I’ve learned a great deal from my children, including the lesson of restraint. I’ve also found, surprisingly, that children still come back after they’ve left the house for guidance and advice.
Ultimately, learning is learning.
It’s time Canada’s provinces learned from their children – municipalities – on how to handle debt.
Municipalities are created through provincial authority. The province transfers some of its authority to municipalities through legislation. Alberta’s Municipal Government Act is a good example.
The challenge for municipalities and provincial governments is to avoid taxing for today’s operational costs and calling it an investment. This moves today’s cost to the taxes our children must pay even when it makes little economic sense.
Municipalities typically pay for larger capital expenditures in one of two ways. First, they may have saved the money for the expenditure and put it in a reserve. Second, they may borrow for the project.
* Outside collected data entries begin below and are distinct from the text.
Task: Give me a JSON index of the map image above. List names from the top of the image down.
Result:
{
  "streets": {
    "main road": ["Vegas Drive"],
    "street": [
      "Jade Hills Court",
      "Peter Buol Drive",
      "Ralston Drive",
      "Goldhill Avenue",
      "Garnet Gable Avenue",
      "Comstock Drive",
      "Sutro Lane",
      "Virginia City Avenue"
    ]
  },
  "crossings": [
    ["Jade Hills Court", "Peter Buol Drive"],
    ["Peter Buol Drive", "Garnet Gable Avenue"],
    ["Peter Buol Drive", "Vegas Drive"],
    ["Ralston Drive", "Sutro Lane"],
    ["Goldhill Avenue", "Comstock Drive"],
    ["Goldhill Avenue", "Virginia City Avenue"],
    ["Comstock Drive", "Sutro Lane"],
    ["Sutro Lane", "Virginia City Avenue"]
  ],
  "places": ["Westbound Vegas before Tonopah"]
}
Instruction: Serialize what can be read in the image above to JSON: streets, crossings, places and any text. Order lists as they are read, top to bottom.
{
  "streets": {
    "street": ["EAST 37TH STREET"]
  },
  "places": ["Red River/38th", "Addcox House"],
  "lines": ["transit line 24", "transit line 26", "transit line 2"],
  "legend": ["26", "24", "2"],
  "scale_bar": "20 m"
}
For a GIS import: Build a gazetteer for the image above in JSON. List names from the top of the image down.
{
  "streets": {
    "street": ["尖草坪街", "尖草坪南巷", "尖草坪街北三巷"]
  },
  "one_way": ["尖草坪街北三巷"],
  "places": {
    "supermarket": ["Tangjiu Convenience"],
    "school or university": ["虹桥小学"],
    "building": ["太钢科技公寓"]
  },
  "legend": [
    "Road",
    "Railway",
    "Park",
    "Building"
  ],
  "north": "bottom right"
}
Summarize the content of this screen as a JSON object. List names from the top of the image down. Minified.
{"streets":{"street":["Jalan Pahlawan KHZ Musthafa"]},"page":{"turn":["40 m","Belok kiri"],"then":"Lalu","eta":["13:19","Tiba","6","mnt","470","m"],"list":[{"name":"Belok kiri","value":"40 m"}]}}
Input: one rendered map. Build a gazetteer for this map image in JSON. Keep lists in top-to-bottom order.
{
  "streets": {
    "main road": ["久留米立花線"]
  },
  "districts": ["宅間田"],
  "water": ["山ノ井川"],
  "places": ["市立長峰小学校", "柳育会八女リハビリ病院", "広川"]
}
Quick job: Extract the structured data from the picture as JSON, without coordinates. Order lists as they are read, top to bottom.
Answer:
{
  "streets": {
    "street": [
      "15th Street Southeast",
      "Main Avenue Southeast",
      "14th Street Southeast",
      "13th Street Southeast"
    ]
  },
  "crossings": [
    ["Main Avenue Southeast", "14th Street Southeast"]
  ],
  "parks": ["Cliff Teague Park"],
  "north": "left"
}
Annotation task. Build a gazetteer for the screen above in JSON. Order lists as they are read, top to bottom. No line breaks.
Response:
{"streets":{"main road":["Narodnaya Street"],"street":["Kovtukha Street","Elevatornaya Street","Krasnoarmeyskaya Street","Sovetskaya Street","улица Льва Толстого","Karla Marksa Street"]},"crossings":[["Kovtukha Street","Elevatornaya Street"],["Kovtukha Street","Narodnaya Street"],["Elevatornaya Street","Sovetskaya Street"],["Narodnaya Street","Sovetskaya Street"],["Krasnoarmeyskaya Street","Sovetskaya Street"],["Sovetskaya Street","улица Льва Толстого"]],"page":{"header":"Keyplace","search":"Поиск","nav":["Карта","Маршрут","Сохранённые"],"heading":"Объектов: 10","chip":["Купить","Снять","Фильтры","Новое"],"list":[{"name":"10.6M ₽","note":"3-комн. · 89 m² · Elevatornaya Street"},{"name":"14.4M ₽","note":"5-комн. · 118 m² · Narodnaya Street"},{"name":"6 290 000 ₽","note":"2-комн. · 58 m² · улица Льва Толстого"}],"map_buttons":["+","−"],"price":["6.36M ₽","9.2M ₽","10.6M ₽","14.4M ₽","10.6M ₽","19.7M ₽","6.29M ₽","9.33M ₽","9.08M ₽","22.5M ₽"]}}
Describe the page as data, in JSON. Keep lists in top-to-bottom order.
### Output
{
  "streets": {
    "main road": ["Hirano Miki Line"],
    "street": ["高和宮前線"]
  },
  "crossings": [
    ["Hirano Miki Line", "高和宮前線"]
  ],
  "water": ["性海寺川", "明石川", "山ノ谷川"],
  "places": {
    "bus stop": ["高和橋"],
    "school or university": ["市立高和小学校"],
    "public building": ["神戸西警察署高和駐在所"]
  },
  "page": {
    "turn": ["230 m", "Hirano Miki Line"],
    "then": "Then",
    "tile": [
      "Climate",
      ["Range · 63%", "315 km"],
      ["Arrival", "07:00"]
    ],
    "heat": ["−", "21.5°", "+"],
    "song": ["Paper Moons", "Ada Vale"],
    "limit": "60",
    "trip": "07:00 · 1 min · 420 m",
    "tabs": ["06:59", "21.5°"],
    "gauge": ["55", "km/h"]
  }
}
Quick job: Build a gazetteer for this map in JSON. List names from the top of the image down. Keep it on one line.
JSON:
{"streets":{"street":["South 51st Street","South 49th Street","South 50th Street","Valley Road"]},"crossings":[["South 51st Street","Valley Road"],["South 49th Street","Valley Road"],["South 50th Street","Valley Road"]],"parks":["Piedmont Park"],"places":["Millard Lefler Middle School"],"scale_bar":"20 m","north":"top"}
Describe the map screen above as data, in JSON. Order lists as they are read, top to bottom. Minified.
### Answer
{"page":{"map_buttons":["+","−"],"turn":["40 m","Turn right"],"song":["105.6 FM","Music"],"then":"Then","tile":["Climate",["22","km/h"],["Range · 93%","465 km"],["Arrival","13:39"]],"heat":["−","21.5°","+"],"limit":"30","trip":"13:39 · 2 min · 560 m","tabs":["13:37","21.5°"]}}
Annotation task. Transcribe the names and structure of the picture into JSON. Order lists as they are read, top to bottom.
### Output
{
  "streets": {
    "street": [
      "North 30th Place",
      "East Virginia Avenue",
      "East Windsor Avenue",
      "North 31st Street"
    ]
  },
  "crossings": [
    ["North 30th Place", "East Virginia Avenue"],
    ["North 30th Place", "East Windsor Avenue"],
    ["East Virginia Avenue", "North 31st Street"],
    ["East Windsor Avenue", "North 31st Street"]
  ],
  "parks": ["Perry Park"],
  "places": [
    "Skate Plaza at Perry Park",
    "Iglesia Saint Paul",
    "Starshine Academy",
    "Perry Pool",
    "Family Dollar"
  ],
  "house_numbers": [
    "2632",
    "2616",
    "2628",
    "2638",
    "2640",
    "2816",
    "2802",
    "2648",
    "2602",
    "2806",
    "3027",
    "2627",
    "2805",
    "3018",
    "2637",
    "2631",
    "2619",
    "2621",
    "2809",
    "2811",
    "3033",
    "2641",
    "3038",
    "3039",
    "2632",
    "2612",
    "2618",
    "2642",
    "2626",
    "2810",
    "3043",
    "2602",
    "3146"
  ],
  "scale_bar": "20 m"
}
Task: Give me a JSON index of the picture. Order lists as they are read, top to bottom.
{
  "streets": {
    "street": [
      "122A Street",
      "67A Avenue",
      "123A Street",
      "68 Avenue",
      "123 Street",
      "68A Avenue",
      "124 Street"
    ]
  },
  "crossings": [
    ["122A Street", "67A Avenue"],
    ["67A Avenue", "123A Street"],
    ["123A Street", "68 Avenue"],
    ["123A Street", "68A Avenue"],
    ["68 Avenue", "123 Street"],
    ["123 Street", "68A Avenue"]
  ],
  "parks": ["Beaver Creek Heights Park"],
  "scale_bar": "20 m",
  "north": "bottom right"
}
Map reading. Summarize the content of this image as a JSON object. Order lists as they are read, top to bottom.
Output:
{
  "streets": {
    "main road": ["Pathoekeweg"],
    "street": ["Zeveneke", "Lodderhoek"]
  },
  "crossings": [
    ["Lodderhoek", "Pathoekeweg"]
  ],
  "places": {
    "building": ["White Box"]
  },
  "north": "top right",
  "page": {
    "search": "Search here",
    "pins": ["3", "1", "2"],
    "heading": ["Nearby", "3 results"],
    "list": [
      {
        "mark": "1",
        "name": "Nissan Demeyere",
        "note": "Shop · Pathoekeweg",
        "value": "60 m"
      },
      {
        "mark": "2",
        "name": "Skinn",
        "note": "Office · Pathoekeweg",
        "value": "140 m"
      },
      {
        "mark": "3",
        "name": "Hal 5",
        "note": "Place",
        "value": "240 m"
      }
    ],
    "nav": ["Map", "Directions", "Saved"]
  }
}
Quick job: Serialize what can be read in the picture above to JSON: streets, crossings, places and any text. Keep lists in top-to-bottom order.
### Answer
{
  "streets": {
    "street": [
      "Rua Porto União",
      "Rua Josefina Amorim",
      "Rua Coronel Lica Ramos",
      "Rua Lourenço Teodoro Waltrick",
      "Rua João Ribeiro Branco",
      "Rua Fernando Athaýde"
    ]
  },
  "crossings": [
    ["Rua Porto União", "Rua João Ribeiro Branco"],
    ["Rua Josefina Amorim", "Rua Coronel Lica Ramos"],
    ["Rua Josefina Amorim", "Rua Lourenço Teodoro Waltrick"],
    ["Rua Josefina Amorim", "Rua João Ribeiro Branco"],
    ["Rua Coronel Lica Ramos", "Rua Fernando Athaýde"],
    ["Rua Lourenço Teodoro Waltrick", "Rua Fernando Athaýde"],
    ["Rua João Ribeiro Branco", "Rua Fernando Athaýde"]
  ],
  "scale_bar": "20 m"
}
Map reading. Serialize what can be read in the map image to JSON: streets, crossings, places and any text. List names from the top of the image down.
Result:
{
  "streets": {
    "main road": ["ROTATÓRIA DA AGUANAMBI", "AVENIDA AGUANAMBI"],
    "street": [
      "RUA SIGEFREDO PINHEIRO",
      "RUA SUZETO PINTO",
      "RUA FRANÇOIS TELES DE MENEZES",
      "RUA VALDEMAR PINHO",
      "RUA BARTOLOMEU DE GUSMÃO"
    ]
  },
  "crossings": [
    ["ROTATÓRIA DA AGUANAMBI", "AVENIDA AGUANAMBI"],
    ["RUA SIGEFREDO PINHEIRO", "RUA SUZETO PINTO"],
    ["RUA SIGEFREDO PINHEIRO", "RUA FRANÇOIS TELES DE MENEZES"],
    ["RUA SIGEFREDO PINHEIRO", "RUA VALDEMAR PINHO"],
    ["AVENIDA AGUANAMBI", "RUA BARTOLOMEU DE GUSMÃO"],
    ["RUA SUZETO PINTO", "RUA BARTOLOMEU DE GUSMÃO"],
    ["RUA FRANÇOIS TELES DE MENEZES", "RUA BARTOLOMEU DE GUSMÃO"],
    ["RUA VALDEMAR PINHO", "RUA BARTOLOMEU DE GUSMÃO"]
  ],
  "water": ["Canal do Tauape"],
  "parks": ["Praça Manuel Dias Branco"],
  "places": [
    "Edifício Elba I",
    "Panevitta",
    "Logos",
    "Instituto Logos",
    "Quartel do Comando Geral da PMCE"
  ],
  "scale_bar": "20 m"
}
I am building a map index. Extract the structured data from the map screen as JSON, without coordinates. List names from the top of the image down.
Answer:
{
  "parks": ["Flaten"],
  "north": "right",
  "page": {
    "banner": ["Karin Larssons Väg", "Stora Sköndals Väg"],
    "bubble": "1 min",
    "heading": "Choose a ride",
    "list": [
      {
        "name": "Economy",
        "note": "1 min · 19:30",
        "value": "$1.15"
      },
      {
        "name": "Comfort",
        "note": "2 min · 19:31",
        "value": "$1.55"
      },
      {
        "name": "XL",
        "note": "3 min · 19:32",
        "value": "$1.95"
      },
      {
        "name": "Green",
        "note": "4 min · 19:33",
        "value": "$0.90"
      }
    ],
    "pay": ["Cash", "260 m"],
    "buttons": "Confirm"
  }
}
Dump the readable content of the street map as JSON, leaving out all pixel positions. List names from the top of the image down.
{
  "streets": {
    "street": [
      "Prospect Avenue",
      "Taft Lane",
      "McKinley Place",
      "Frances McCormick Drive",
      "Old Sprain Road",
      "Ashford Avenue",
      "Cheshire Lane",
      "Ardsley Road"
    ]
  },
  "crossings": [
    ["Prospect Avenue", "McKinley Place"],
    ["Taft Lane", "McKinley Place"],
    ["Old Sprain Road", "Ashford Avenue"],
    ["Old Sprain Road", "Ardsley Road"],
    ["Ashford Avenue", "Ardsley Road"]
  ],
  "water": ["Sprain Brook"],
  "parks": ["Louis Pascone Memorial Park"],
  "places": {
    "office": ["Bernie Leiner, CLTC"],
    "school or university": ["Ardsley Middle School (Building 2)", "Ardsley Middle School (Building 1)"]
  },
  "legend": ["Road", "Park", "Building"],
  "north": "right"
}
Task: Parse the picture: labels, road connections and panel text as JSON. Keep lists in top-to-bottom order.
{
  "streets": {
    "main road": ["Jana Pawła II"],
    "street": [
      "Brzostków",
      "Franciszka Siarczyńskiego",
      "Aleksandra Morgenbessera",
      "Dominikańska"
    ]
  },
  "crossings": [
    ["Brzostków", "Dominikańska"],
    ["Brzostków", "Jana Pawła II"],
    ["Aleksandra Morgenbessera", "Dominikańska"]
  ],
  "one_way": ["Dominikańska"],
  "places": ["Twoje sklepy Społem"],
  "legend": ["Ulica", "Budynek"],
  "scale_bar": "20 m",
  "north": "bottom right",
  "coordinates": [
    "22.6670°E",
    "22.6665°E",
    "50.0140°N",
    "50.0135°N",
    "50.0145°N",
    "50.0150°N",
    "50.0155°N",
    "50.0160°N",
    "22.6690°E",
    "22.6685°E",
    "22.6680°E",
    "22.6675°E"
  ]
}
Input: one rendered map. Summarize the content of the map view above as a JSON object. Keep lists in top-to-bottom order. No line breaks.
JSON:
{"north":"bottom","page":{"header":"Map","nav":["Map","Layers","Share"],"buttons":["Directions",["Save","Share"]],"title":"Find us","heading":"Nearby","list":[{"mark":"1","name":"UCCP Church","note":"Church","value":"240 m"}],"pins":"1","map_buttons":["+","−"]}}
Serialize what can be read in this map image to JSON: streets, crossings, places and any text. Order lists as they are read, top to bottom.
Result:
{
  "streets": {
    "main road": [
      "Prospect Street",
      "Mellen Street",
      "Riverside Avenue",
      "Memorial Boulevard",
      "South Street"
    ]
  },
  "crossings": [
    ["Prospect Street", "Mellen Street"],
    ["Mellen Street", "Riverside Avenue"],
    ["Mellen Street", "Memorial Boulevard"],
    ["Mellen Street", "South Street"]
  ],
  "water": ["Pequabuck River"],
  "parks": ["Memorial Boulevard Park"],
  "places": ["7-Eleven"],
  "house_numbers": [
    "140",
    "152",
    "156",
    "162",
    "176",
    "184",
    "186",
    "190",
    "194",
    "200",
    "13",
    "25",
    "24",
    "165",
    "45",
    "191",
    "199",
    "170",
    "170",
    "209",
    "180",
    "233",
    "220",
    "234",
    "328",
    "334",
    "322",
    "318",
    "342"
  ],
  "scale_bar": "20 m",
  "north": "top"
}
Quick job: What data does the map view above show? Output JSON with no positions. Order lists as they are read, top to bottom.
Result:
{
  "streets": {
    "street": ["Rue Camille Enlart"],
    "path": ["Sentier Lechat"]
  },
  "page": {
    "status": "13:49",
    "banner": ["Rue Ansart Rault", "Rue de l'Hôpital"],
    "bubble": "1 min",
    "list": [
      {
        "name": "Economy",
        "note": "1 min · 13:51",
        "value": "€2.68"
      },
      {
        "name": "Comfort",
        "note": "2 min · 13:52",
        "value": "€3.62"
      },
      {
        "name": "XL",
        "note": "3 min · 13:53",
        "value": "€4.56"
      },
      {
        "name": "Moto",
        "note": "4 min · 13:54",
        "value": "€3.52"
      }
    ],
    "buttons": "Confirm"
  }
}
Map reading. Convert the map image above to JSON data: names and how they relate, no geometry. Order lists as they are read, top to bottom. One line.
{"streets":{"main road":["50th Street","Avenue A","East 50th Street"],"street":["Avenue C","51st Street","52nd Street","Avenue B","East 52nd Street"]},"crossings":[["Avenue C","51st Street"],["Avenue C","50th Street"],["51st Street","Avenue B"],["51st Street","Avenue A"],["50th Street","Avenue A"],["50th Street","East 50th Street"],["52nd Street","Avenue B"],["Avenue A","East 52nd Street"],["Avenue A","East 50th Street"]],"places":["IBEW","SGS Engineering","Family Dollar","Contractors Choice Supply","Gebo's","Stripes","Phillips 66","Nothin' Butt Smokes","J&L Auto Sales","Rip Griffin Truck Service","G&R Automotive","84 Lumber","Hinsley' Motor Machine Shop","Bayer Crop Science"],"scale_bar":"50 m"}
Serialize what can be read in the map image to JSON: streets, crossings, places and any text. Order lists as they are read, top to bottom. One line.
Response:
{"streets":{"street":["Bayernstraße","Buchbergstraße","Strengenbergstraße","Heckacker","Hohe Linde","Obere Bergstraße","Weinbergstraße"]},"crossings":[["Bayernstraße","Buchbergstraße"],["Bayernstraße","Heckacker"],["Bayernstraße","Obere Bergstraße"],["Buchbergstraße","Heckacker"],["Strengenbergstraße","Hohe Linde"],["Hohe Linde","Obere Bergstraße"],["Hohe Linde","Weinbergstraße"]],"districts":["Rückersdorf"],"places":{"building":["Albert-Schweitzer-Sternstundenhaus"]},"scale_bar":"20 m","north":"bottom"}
In Alberta, provincial legislation imposes a debt limit that municipalities can’t borrow beyond without the permission of the minister. In Saskatchewan, unless the borrowing is approved, a municipal council isn’t allowed to exceed its debt limits. In British Columbia, municipal borrowing is limited unless they have the approval of an inspector.
These limits provide assurances that municipalities can, in fact, pay off their debts. This makes a lot of sense. Regardless of the political benefit of borrowing, there’s only so much a council can borrow.
Debt, if used wisely, is a way to reduce taxes at the moment to pay for major additions to communities – for roads, overpasses, recreation centres, water and wastewater treatment plants, and for other local projects. For major capital projects, it ensures that today’s and tomorrow’s users contribute to a project from which they both benefit.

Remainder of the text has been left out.